Cambridge researchers say there is more to life than the double helix DNA

Only yesterday, the scientific journal Nature Chemistry witnessed the publication of a new study stating that, contrary to popular belief, the human DNA is not limited to wrapping itself into a double helix.

Thus, it can sometimes form quadruple helixes, which are basically structures made up of four strands wrapped around one another.

For those unaware, it was back in 1953 when Cambridge researchers Francis Crick and James Watson first described the double helix DNA structure, and labeled it as the chemical code of life.

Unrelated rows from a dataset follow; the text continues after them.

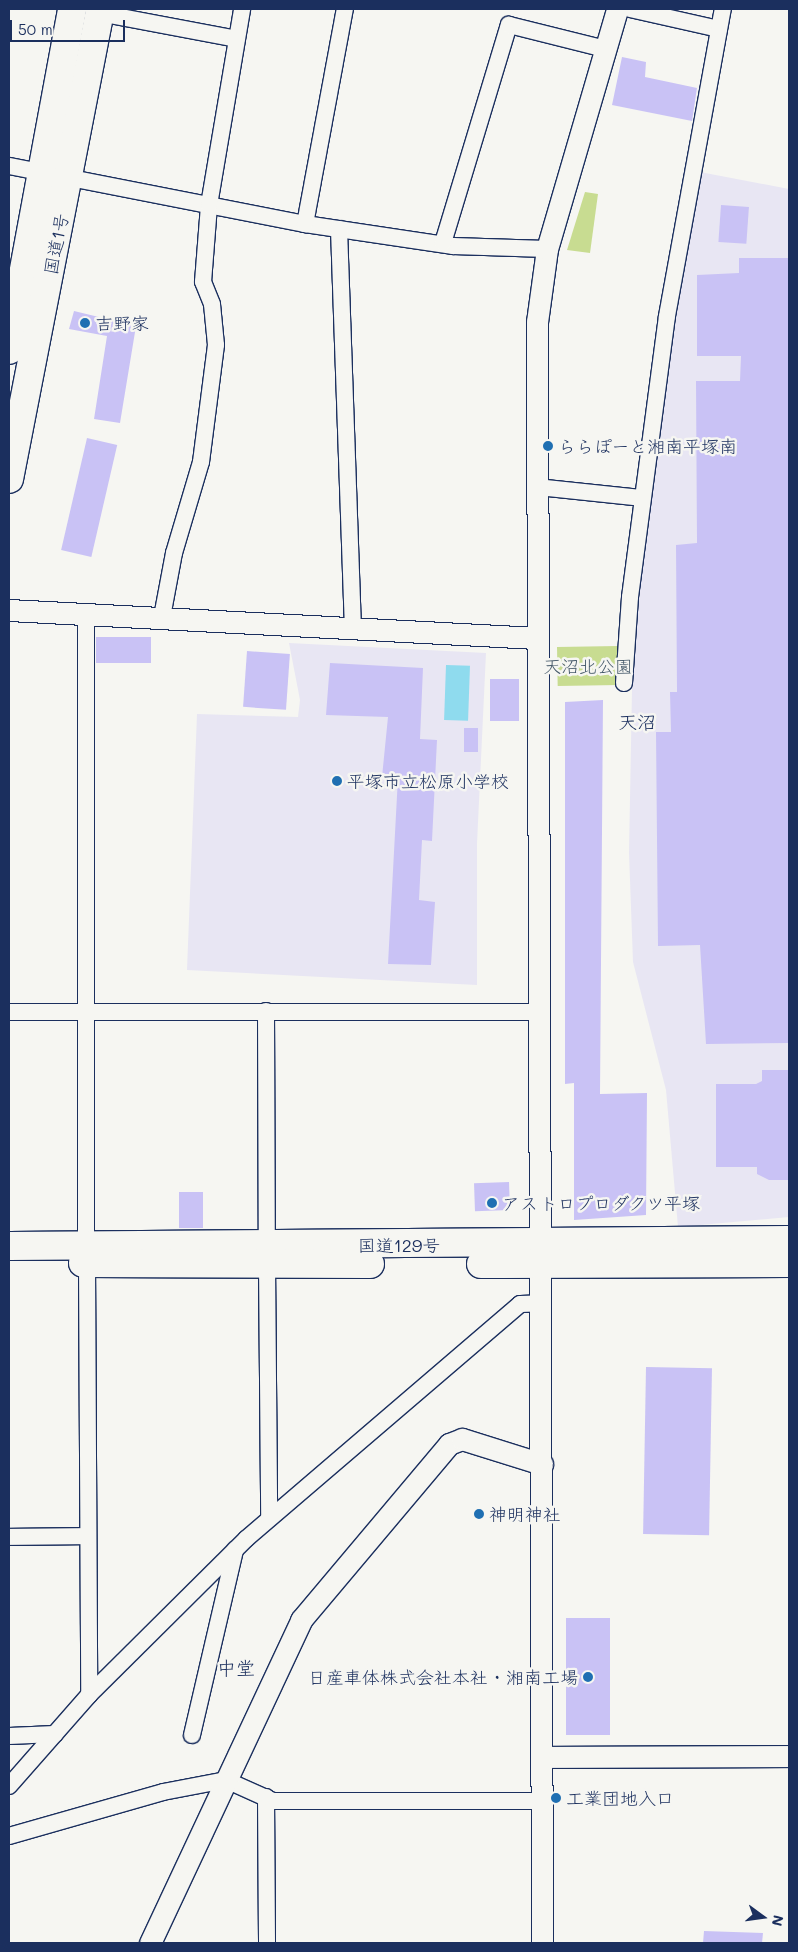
<!DOCTYPE html>
<meta charset="utf-8">
<style>
body{margin:0}
#map{position:relative;width:798px;height:1952px;overflow:hidden;background:#f6f6f2;font-family:Mali,"Klee One",sans-serif}
div>[style]{position:absolute}
.built>*{inset:0;background:#e8e6f3}
.green>*{inset:0;background:#c8dc91;transform-origin:0 0}
.water>*{inset:0;background:#8fdbee;transform-origin:0 0}
.building>*{inset:0;background:#c9c2f5;transform-origin:0 0}
.roads{filter:drop-shadow(1px 0 #1b2f5e) drop-shadow(-1px 0 #1b2f5e) drop-shadow(0 1px #1b2f5e) drop-shadow(0 -1px #1b2f5e)}
.minor>*{height:16px;margin:-8px;padding:0 8px;transform-origin:8px;border-radius:8px;background:#f6f6f2}
.tertiary>*{height:21px;margin:-10.5px;padding:0 10.5px;transform-origin:10.5px;border-radius:10.5px;background:#f6f6f2}
.trunk>*{height:28px;margin:-14px;padding:0 14px;transform-origin:14px;border-radius:14px;background:#f6f6f2}
.dots>*{width:14px;height:14px;translate:-50% -50%;box-sizing:border-box;border:2px solid #f6f6f2;border-radius:50%}
span{translate:-50% -50%;white-space:nowrap;text-align:center;line-height:1.15;-webkit-text-stroke:5px #f6f6f2;paint-order:stroke}
.street-label{font-size:18px;color:#1b2f5e}
.poi-label{font-size:18px;color:#1b2f5e}
.left{translate:0 -50%;text-align:left}
.right{translate:-100% -50%;text-align:right}
.park-label{font-size:18px;color:#465a6b}
.neighbourhood-label{font-size:19px;color:#1b2f5e}
.frame{position:absolute;inset:0;border:10px solid #1b2f5e;pointer-events:none}
.north{position:absolute;left:738px;top:1892px;width:50px;height:50px;-webkit-text-stroke:4px #f6f6f2;paint-order:stroke;rotate:104deg;font-size:14px;font-weight:700;line-height:20px;text-align:center;color:#1b2f5e}
.north::after{content:'';display:block;margin:auto;width:18px;height:22px;background:#1b2f5e;clip-path:polygon(50% 0,100% 100%,50% 72%,0 100%)}
.scale{position:absolute;left:10px;top:20px;width:115px;height:22px;box-sizing:border-box;border:2px solid #1b2f5e;border-top:0;padding-left:6px;font-size:15px;line-height:18px;white-space:nowrap;color:#1b2f5e;-webkit-text-stroke:4px #f6f6f2;paint-order:stroke}
</style>
<div id="map">
<div class="built">
<i style="clip-path:polygon(700px 172px,789px 189px,789px 1217px,678px 1227px,666px 1090px,633px 962px,629px 853px,633px 635px,663px 397px)"></i>
<i style="clip-path:polygon(289px 643px,486px 653px,477px 844px,477px 985px,187px 970px,197px 714px,298px 717px,300px 700px)"></i>
</div>
<div class="green">
<i style="clip-path:polygon(585px 192px,598px 194px,590px 253px,567px 250px)"></i>
<i style="left:618px;top:646px;width:39px;height:61px;rotate:89deg"></i>
</div>
<div class="water">
<i style="left:446px;top:665px;width:24px;height:55px;rotate:2deg"></i>
</div>
<div class="building">
<i style="clip-path:polygon(622px 57px,646px 62px,645px 77px,697px 88px,692px 121px,612px 105px)"></i>
<i style="left:721px;top:205px;width:28px;height:37px;rotate:4deg"></i>
<i style="clip-path:polygon(739px 258px,789px 258px,789px 1043px,706px 1044px,700px 945px,658px 946px,656px 732px,671px 732px,670px 692px,677px 692px,676px 545px,697px 543px,696px 381px,740px 381px,741px 356px,697px 356px,697px 275px,739px 273px)"></i>
<i style="clip-path:polygon(74px 311px,136px 326px,120px 423px,94px 419px,107px 336px,69px 329px)"></i>
<i style="left:87px;top:438px;width:31px;height:115px;rotate:13deg"></i>
<i style="left:96px;top:637px;width:55px;height:26px"></i>
<i style="left:247px;top:651px;width:43px;height:56px;rotate:4deg"></i>
<i style="clip-path:polygon(330px 663px,423px 668px,420px 739px,437px 740px,432px 841px,422px 840px,419px 900px,435px 902px,431px 965px,388px 964px,398px 777px,382px 777px,388px 717px,326px 715px)"></i>
<i style="left:490px;top:679px;width:29px;height:42px"></i>
<i style="clip-path:polygon(603px 700px,600px 1094px,647px 1093px,646px 1215px,574px 1220px,574px 1083px,565px 1084px,565px 702px)"></i>
<i style="left:464px;top:728px;width:14px;height:24px"></i>
<i style="clip-path:polygon(762px 1070px,789px 1070px,789px 1180px,769px 1180px,757px 1174px,757px 1167px,716px 1167px,716px 1084px,756px 1084px,762px 1081px)"></i>
<i style="left:509px;top:1182px;width:28px;height:35px;rotate:88deg"></i>
<i style="left:179px;top:1192px;width:24px;height:36px"></i>
<i style="left:646px;top:1367px;width:66px;height:167px;rotate:1deg"></i>
<i style="left:610px;top:1618px;width:117px;height:44px;rotate:90deg"></i>
<i style="clip-path:polygon(704px 1931px,763px 1933px,762px 1943px,703px 1943px)"></i>
</div>
<div class="roads">
<div class="minor">
<i style="left:630px;top:9px;width:91px;rotate:12.7deg"></i>
<i style="left:100px;top:13px;width:139px;rotate:10.7deg"></i>
<i style="left:9px;top:166px;width:302px;rotate:11.1deg"></i>
<i style="left:305px;top:224px;width:150px;rotate:8.5deg"></i>
<i style="left:453px;top:246px;width:94px;rotate:1.8deg"></i>
<i style="left:305px;top:224px;width:219px;rotate:-79.5deg"></i>
<i style="left:339px;top:229px;width:399px;rotate:88deg"></i>
<i style="left:443px;top:243px;width:228px;rotate:-73.2deg"></i>
<i style="left:509px;top:25px;width:99px;rotate:14deg"></i>
<i style="left:537px;top:487px;width:106px;rotate:6deg"></i>
<i style="left:86px;top:612px;width:633px;rotate:90deg"></i>
<i style="left:162px;top:617px;width:65px;rotate:-79.4deg"></i>
<i style="left:174px;top:553px;width:95px;rotate:-73.5deg"></i>
<i style="left:201px;top:462px;width:118px;rotate:-82.7deg"></i>
<i style="left:216px;top:345px;width:41px;rotate:-95.6deg"></i>
<i style="left:212px;top:304px;width:24px;rotate:-112deg"></i>
<i style="left:203px;top:282px;width:77px;rotate:-85.5deg"></i>
<i style="left:209px;top:205px;width:199px;rotate:-80.4deg"></i>
<i style="left:624px;top:683px;width:86px;rotate:-86deg"></i>
<i style="left:630px;top:597px;width:283px;rotate:-82.5deg"></i>
<i style="left:667px;top:316px;width:312px;rotate:-79.7deg"></i>
<i style="left:266px;top:1011px;width:232px;rotate:89.8deg"></i>
<i style="left:9px;top:1012px;width:528px"></i>
<i style="left:87px;top:1263px;width:432px;rotate:89.7deg"></i>
<i style="left:267px;top:1264px;width:254px;rotate:89.5deg"></i>
<i style="left:9px;top:1537px;width:79px;rotate:-0.7deg"></i>
<i style="left:192px;top:1735px;width:190px;rotate:-76.9deg"></i>
<i style="left:9px;top:1736px;width:46px;rotate:-2.5deg"></i>
<i style="left:9px;top:1786px;width:121px;rotate:-48.7deg"></i>
<i style="left:89px;top:1695px;width:221px;rotate:-44.8deg"></i>
<i style="left:246px;top:1539px;width:361px;rotate:-40.6deg"></i>
<i style="left:520px;top:1304px;width:23px;rotate:-2deg"></i>
<i style="left:266px;top:1797px;width:146px;rotate:89.6deg"></i>
<i style="left:9px;top:1836px;width:160px;rotate:-15.9deg"></i>
<i style="left:163px;top:1792px;width:64px;rotate:-10.8deg"></i>
<i style="left:226px;top:1780px;width:51px;rotate:24.1deg"></i>
<i style="left:273px;top:1801px;width:269px"></i>
</div>
<div class="tertiary">
<i style="left:9px;top:610px;width:529px;rotate:3.04deg"></i>
<i style="left:542px;top:1757px;width:247px;rotate:-0.2deg"></i>
<i style="left:150px;top:1943px;width:357px;rotate:-64.9deg"></i>
<i style="left:301px;top:1620px;width:230px;rotate:-49.9deg"></i>
<i style="left:449px;top:1444px;width:14px;rotate:-21deg"></i>
<i style="left:462px;top:1439px;width:84px;rotate:17.4deg"></i>
<i style="left:542px;top:1943px;width:1621px;rotate:-90.18deg"></i>
<i style="left:537px;top:322px;width:74px;rotate:-82.2deg"></i>
<i style="left:547px;top:249px;width:250px;rotate:-73.7deg"></i>
</div>
<div class="trunk">
<i style="left:9px;top:350px;width:347px;rotate:-79.5deg"></i>
<i style="left:9px;top:479px;width:479px;rotate:-79deg"></i>
<i style="left:9px;top:1246px;width:780px;rotate:-0.44deg"></i>
<i style="left:83px;top:1263px;width:287px;rotate:0.2deg"></i>
<i style="left:481px;top:1264px;width:308px;rotate:-0.2deg"></i>
</div>
</div>
<div class="dots">
<i style="left:85px;top:323px;background:#1f6fb2"></i>
<i style="left:548px;top:446px;background:#1f6fb2"></i>
<i style="left:337px;top:781px;background:#1f6fb2"></i>
<i style="left:492px;top:1203px;background:#1f6fb2"></i>
<i style="left:479px;top:1514px;background:#1f6fb2"></i>
<i style="left:588px;top:1677px;background:#1f6fb2"></i>
<i style="left:556px;top:1798px;background:#1f6fb2"></i>
</div>
<div class="street-label">
<span style="left:56px;top:244px;rotate:-79deg">国道1号</span>
<span style="left:399px;top:1245px">国道129号</span>
</div>
<div class="poi-label">
<span class="left" style="left:95px;top:323px">吉野家</span>
<span class="left" style="left:558px;top:446px">ららぽーと湘南平塚南</span>
<span class="left" style="left:347px;top:781px">平塚市立松原小学校</span>
<span class="left" style="left:502px;top:1203px">アストロプロダクツ平塚</span>
<span class="left" style="left:489px;top:1514px">神明神社</span>
<span class="right" style="left:578px;top:1677px">日産車体株式会社本社・湘南工場</span>
<span class="left" style="left:566px;top:1798px">工業団地入口</span>
</div>
<div class="park-label">
<span style="left:588px;top:666px">天沼北公園</span>
</div>
<div class="neighbourhood-label">
<span style="left:637px;top:722px">天沼</span>
<span style="left:236px;top:1668px">中堂</span>
</div>
<div class="frame"></div>
<div class="north">N</div>
<div class="scale">50 m</div>
</div>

Up until now, scientists worked on the assumption that other structures such as the quadruple helix DNA are no more and no less than a curiosity, and that, rather than being found in nature, they can only form and be studied in vitro, Science News explains.

Still, their now being identified and pinned down in human cells represents a major scientific breakthrough, primarily because specialists believe that such quadruple DNA structures could eventually help them develop new and improved cancer treatments.

Apparently, these rare DNA structures mainly manifest themselves in cells that divide faster than others.

Therefore, they might be able to let researchers know whether or not one such cell is likely to become a cancerous one in the not so distant future.

“The research indicates that quadruplexes are more likely to occur in genes of cells that are rapidly dividing, such as cancer cells. For us, it strongly supports a new paradigm to be investigated -- using these four-stranded structures as targets for personalized treatments in the future,” argued Professor Shankar Balasubramanian.

“The 'quadruple helix' DNA structure may well be the key to new ways of selectively inhibiting the proliferation of cancer cells. The confirmation of its existence in human cells is a real landmark,” the professor went on to add.

This new research on human DNA was carried out by a team of scientists working with the Cambridge University.

The funding needed in order to carry out these experiments and studies was provided by Cancer Research UK, the country's leading cancer charity.